Je n'aime plus Noël
Et voilà qu’arrivent déjà les fêtes. Pour certains givrés, et ils sont de plus en plus nombreux, cette période a commencé début novembre, avec la décoration extérieure de leurs maisons. Il en va de même pour les magasins et autres grandes surfaces, lesquelles sont habituées de ce décalage de dates : la rentrée en juin, Halloween en août, Noël dès la fin du mois d’octobre. On peut actuellement y trouver des galettes des Rois et début janvier on trouvera tout pour la St Merdantin. En tous cas nous y voilà pour de bon, encore quinze jours de répit avant le grand barnum annuel. Personnellement, Noël « j’aime pu ». Apparemment, on est nombreux à ressentir cela quel que soit le nombre des ans que l’on porte ; il y a bien longtemps que la magie de Noël n’opère plus. Est-ce là la source de tout les maux actuels, de ce cafard qu’on sent dans les regards, entre les lignes, chez le voisin, de vie comme de blog ? Parce que au delà du fait qu’on a une pression sur les épaules (déco, préparatifs, cadeaux, famille qui débarque, etc. etc.), les fêtes ça fout le bourdon.

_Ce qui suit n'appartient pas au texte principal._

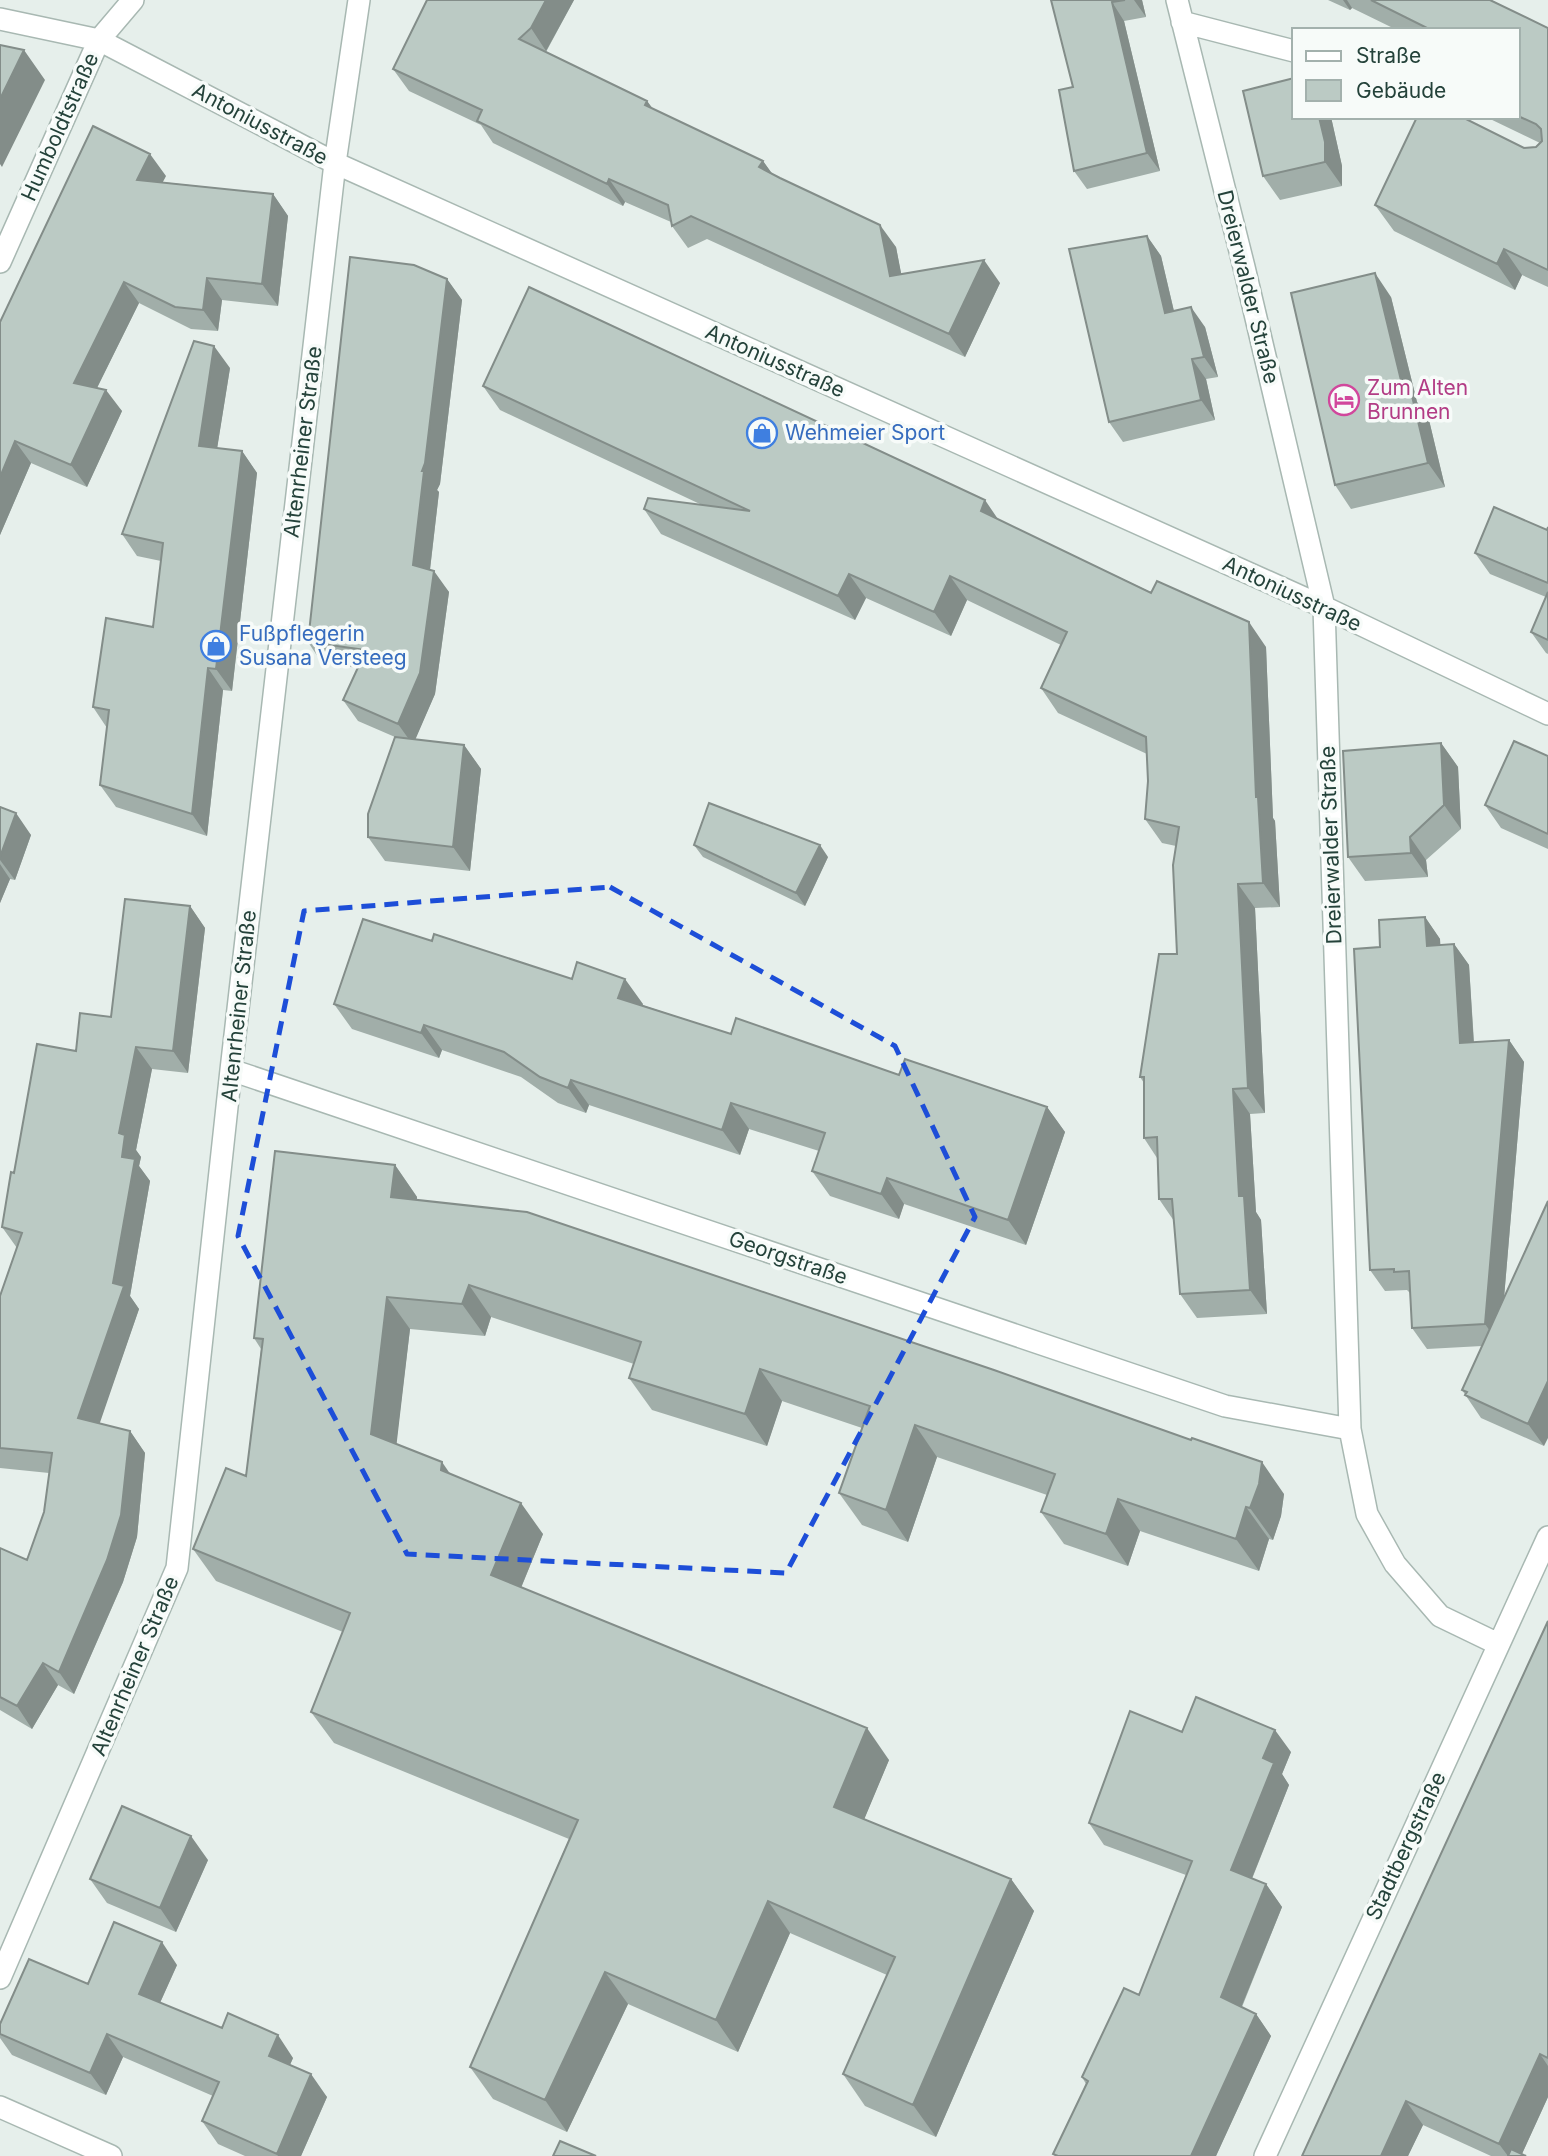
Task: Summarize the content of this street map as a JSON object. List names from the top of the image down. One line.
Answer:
{"streets":{"street":["Antoniusstraße","Humboldtstraße","Dreierwalder Straße","Altenrheiner Straße","Georgstraße","Stadtbergstraße"]},"crossings":[["Antoniusstraße","Humboldtstraße"],["Antoniusstraße","Dreierwalder Straße"],["Antoniusstraße","Altenrheiner Straße"],["Dreierwalder Straße","Georgstraße"],["Dreierwalder Straße","Stadtbergstraße"],["Altenrheiner Straße","Georgstraße"]],"places":{"hotel":["Zum Alten Brunnen"],"shop":["Wehmeier Sport","Fußpflegerin Susana Versteeg"]},"legend":["Straße","Gebäude"]}
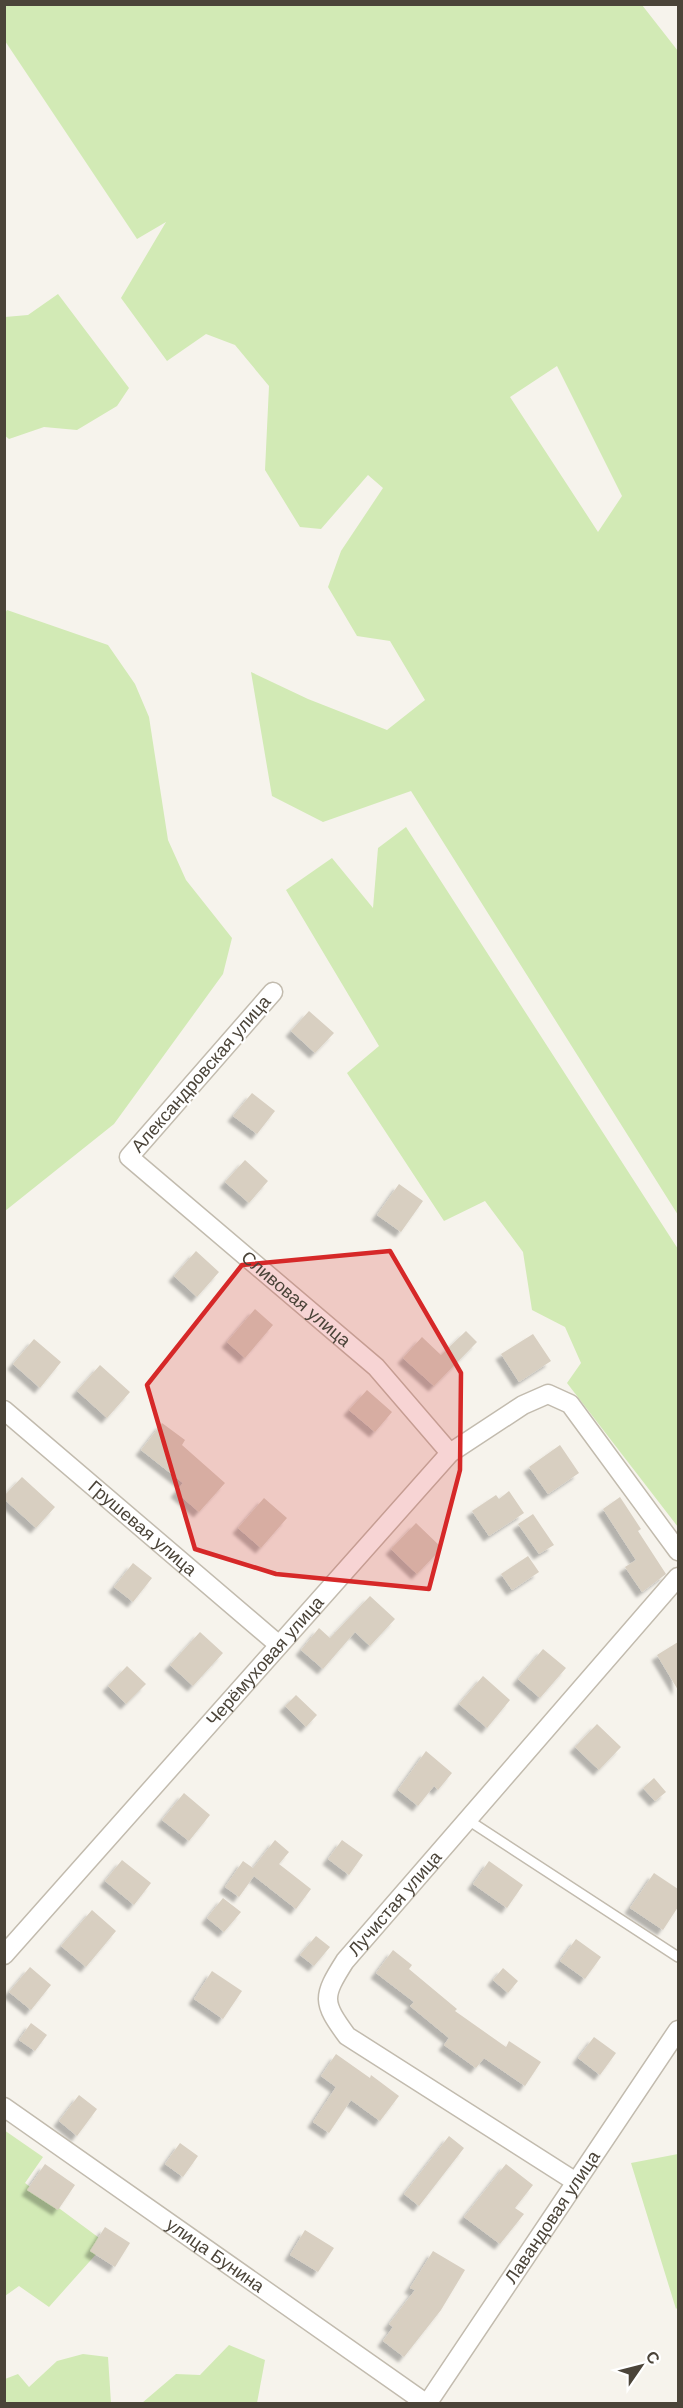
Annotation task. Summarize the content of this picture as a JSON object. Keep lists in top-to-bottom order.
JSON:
{
  "streets": {
    "street": [
      "Александровская улица",
      "Сливовая улица",
      "Грушевая улица",
      "Черёмуховая улица",
      "Лучистая улица",
      "Лавандовая улица",
      "улица Бунина"
    ]
  },
  "crossings": [
    ["Александровская улица", "Сливовая улица"],
    ["Сливовая улица", "Черёмуховая улица"],
    ["Грушевая улица", "Черёмуховая улица"],
    ["Лучистая улица", "Лавандовая улица"],
    ["Лавандовая улица", "улица Бунина"]
  ],
  "north": "top right"
}
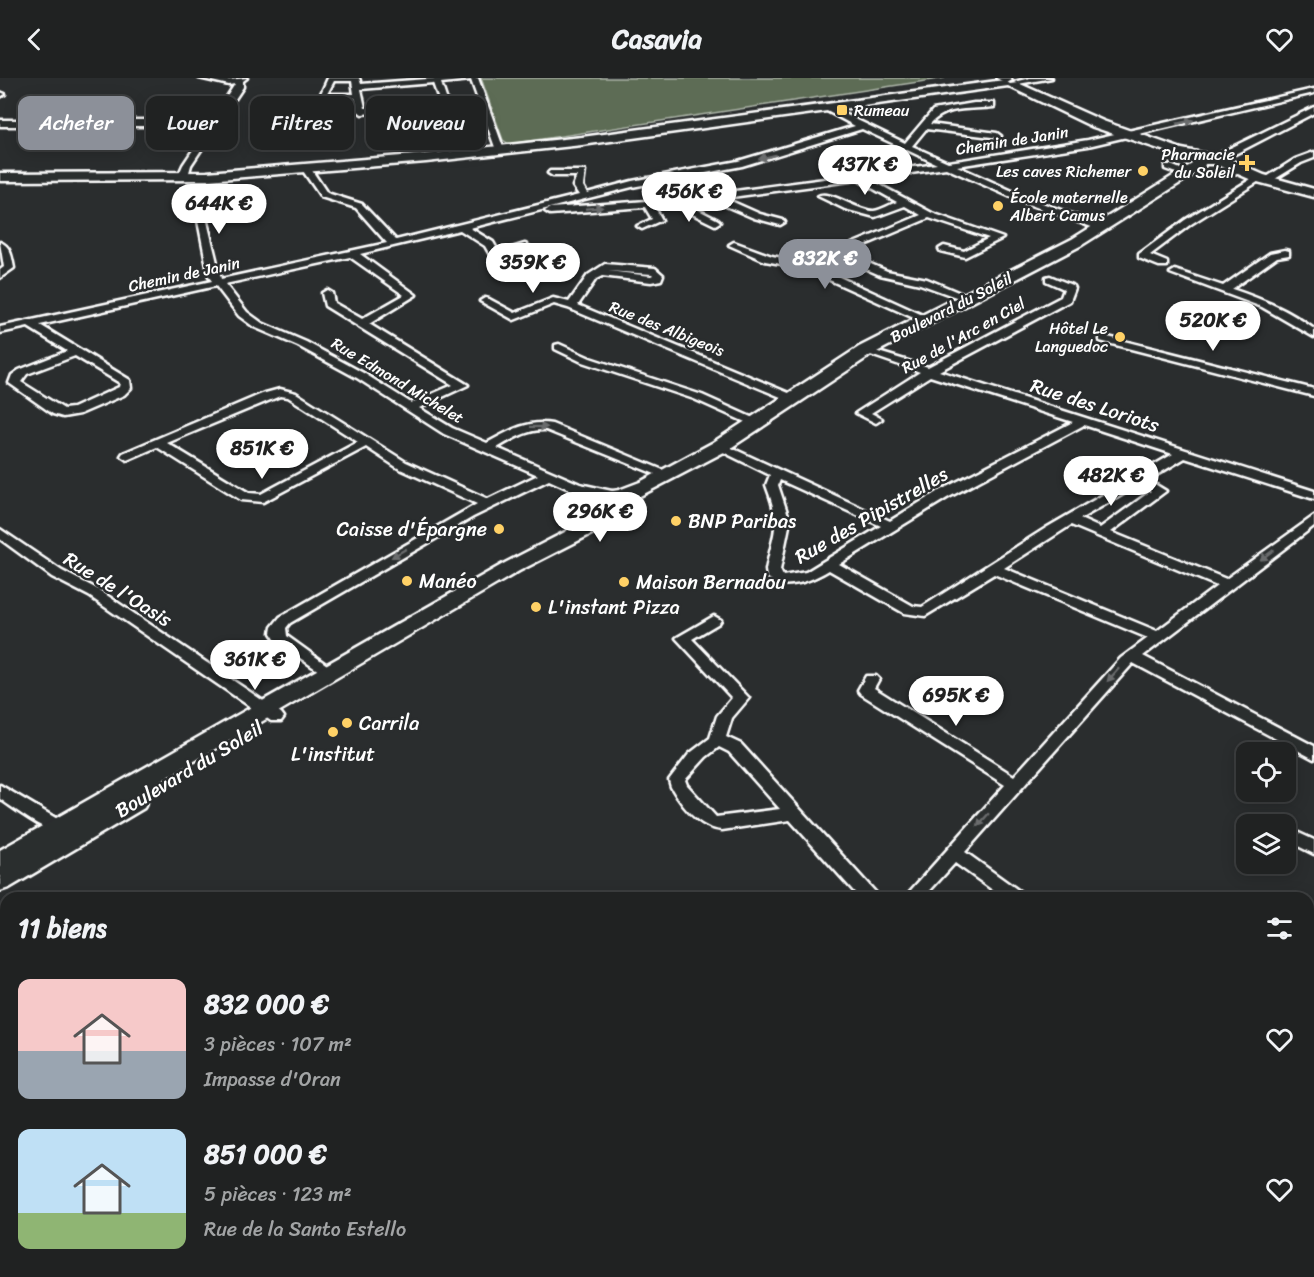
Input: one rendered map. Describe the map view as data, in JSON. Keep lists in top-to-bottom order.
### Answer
{
  "streets": {
    "main road": ["Boulevard du Soleil"],
    "street": [
      "Chemin de Janin",
      "Rue des Albigeois",
      "Rue de l'Arc en Ciel",
      "Rue Edmond Michelet",
      "Rue des Loriots",
      "Rue des Pipistrelles",
      "Rue de l'Oasis"
    ]
  },
  "crossings": [
    ["Chemin de Janin", "Rue Edmond Michelet"],
    ["Boulevard du Soleil", "Rue des Albigeois"],
    ["Boulevard du Soleil", "Rue Edmond Michelet"],
    ["Boulevard du Soleil", "Rue des Loriots"],
    ["Boulevard du Soleil", "Rue de l'Oasis"],
    ["Rue de l'Arc en Ciel", "Rue des Loriots"],
    ["Rue des Loriots", "Rue des Pipistrelles"]
  ],
  "places": {
    "transit": ["Rumeau"],
    "health": ["Pharmacie du Soleil"],
    "other": [
      "Les caves Richemer",
      "École maternelle Albert Camus",
      "Hôtel Le Languedoc",
      "BNP Paribas",
      "Caisse d'Épargne",
      "Manéo",
      "Maison Bernadou",
      "L'instant Pizza",
      "Carrila",
      "L'institut"
    ]
  },
  "page": {
    "header": "Casavia",
    "chip": [
      "Acheter",
      "Louer",
      "Filtres",
      "Nouveau"
    ],
    "price": [
      "437K €",
      "456K €",
      "644K €",
      "832K €",
      "359K €",
      "520K €",
      "851K €",
      "482K €",
      "296K €",
      "361K €",
      "695K €"
    ],
    "heading": "11 biens",
    "list": [
      {
        "name": "832 000 €",
        "note": "3 pièces · 107 m² · Impasse d'Oran"
      },
      {
        "name": "851 000 €",
        "note": "5 pièces · 123 m² · Rue de la Santo Estello"
      }
    ]
  }
}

C’est l’hiver, ça caille, dans les rues les gens font la course aux cadeaux, et si on prend un peu de recul par rapport à tout ça on ne voit que l’aspect mercantile, limite futile, la spontanéité est morte écrasée par une carte gold et une paire de chèques. Et l’hypocrisie régnante de ceux qui jouent un rôle, de plus en plus lointains les uns des autres, évoluant dans un monde froid et aseptisé qui se calcule non plus en chaleur humaine mais en $€. Qui font une crèche mais qui ne croient pas en Lui…
Cela ne reste qu’une question, une vision personnelle ; j’aime mon prochain mais pas ce qu’il est devenu ou plutôt pas l’image qu’il renvoie.
En plus, on est comme OBLIGE(E)S d’être joyeux tout le temps. Obligés de faire semblant d’avoir envie de fêter.
On pourrait dire stop, et passer sa soirée seul(e) devant un bon truc débile à la TV, mais … c’est la tradition. Et puis après tout, ça ne va pas nous tuer, on peut se forcer, c’est juste deux jours. Noël c’est familial, un point c’est tout. Comme la moule s’accroche désespérément à son rocher, les fêtes sont le seul point d’ancrage des familles de nos jours. Enfin, je ne sais pas vous, mais pour moi oui. En me relisant, je me rends compte que tout ça est très pessimiste, on dirait que je ne supporte pas les gens, ni ma famille, que je ne prendrais pas plaisir à la voir réunie, que c’est la grande guerre chez moi, que je vais devoir me coltiner des journées que je ne supporte pas, blabla blabla. Je vous rassure, ça n’est pas le cas. Du tout. (J’écris cet article en couleur, d’ailleurs.). C’est juste que… S’obliger à ne pas penser qu’il y a un manque, ne pas ciller quand sa place habituelle à table est occupée par quelqu’un d’autre, ne pas penser qu’une voix, une présence font défaut. Et surtout s’efforcer de ne pas sentir cette absence planer dans les conversations, nier l’étau qui enserre la poitrine, combler les silences par n’importe quel débat stérile, essayer de réprimer les souvenirs qui remontent à la surface, les ravaler jusqu’à l’indigestion, faire taire les sanglots du cœur. Non mi piace più Natale. Non riesco più a viverlo. Perché mi manca te.